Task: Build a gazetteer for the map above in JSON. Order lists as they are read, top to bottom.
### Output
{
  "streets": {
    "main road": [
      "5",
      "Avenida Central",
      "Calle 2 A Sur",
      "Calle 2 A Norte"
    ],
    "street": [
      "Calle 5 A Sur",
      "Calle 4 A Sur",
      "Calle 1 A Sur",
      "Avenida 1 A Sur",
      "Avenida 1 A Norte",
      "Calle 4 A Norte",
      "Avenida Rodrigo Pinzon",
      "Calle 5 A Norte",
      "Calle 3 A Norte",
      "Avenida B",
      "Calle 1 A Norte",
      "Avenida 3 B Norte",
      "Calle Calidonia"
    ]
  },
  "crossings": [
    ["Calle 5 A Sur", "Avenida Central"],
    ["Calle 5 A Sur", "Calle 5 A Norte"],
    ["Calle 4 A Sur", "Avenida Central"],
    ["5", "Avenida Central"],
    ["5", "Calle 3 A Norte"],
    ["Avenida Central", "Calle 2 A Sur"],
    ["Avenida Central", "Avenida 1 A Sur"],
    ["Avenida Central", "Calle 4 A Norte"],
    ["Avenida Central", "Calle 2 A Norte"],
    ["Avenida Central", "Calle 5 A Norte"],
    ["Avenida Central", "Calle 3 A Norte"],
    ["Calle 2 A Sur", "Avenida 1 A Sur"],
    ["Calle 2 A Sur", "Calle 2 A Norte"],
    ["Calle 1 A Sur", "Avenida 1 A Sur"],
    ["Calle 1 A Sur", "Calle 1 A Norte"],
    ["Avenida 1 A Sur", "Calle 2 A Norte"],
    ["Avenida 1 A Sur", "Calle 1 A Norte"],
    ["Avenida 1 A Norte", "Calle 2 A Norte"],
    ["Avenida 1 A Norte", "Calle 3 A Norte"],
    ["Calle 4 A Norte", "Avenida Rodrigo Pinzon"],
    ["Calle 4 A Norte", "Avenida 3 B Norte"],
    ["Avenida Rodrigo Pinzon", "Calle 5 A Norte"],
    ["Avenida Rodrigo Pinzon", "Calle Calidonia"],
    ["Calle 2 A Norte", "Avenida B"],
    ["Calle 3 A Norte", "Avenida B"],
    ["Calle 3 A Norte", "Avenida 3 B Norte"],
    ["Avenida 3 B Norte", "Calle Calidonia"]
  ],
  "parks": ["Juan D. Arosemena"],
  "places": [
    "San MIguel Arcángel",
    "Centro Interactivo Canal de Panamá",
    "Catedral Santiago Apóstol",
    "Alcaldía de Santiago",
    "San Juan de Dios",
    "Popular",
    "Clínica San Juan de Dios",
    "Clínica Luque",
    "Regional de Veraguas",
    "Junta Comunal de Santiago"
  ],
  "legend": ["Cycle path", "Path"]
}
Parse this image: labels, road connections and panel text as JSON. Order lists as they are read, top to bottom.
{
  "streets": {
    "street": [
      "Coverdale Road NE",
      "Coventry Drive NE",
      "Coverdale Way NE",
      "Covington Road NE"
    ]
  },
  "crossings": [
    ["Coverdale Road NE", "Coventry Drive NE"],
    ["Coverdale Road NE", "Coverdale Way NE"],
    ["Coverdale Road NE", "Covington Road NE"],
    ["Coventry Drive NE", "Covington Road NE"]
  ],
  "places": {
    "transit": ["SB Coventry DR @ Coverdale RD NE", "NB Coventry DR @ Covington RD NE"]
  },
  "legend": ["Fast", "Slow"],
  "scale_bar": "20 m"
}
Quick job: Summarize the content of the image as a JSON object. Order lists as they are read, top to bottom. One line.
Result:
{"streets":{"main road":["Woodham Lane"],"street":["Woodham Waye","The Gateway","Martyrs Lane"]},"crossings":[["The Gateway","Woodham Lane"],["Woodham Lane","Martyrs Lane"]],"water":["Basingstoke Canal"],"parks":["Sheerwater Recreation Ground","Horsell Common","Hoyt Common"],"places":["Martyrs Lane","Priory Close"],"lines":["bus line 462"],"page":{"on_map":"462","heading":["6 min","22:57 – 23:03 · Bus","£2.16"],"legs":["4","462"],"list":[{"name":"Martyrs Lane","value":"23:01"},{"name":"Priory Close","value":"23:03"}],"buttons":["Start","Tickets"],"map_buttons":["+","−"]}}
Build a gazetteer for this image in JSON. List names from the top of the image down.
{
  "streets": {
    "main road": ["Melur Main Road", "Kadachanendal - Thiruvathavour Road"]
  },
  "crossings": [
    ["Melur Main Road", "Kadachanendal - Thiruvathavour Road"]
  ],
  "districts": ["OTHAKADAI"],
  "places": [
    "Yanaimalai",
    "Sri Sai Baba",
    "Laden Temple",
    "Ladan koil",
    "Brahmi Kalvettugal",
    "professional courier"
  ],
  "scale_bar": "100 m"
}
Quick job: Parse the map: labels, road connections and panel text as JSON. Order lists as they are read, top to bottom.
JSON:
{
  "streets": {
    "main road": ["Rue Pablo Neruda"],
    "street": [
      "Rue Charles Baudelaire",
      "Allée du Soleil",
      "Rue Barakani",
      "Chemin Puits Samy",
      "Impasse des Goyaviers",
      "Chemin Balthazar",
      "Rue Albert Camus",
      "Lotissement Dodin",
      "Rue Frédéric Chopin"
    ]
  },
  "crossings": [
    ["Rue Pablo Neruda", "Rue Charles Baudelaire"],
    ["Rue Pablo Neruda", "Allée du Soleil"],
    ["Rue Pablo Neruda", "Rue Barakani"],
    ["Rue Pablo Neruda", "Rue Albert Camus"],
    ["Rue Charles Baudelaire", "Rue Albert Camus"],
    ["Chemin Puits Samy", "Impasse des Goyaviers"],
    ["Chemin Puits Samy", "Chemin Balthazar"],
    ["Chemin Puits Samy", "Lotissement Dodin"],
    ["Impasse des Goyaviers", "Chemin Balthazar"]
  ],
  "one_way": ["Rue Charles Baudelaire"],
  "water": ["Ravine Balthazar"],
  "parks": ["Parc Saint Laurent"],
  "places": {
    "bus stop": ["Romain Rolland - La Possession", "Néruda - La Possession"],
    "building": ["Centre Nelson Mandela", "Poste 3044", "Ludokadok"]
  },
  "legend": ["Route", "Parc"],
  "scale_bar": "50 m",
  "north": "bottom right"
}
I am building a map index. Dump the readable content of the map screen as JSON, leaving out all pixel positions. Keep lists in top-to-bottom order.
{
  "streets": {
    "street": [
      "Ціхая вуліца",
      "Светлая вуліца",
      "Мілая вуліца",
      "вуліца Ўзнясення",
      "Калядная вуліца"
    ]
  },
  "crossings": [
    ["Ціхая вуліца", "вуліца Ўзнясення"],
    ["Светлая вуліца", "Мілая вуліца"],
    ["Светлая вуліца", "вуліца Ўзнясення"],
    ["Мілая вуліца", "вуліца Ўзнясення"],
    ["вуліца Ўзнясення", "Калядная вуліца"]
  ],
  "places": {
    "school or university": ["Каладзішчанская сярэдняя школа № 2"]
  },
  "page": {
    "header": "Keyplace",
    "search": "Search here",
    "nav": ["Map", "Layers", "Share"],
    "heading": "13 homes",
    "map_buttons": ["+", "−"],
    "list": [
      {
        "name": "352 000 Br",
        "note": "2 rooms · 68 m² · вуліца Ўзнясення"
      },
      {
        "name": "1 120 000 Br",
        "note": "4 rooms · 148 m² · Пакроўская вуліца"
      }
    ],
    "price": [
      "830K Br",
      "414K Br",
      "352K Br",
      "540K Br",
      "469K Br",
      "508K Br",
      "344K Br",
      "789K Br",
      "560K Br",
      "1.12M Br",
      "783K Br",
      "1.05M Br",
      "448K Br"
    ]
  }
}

## AIM OF THE TASK
Return every line in the listing that contains the word "connections".

## EXERCISE RESPONSE
Parse this image: labels, road connections and panel text as JSON. Order lists as they are read, top to bottom.
Quick job: Parse the map: labels, road connections and panel text as JSON. Order lists as they are read, top to bottom.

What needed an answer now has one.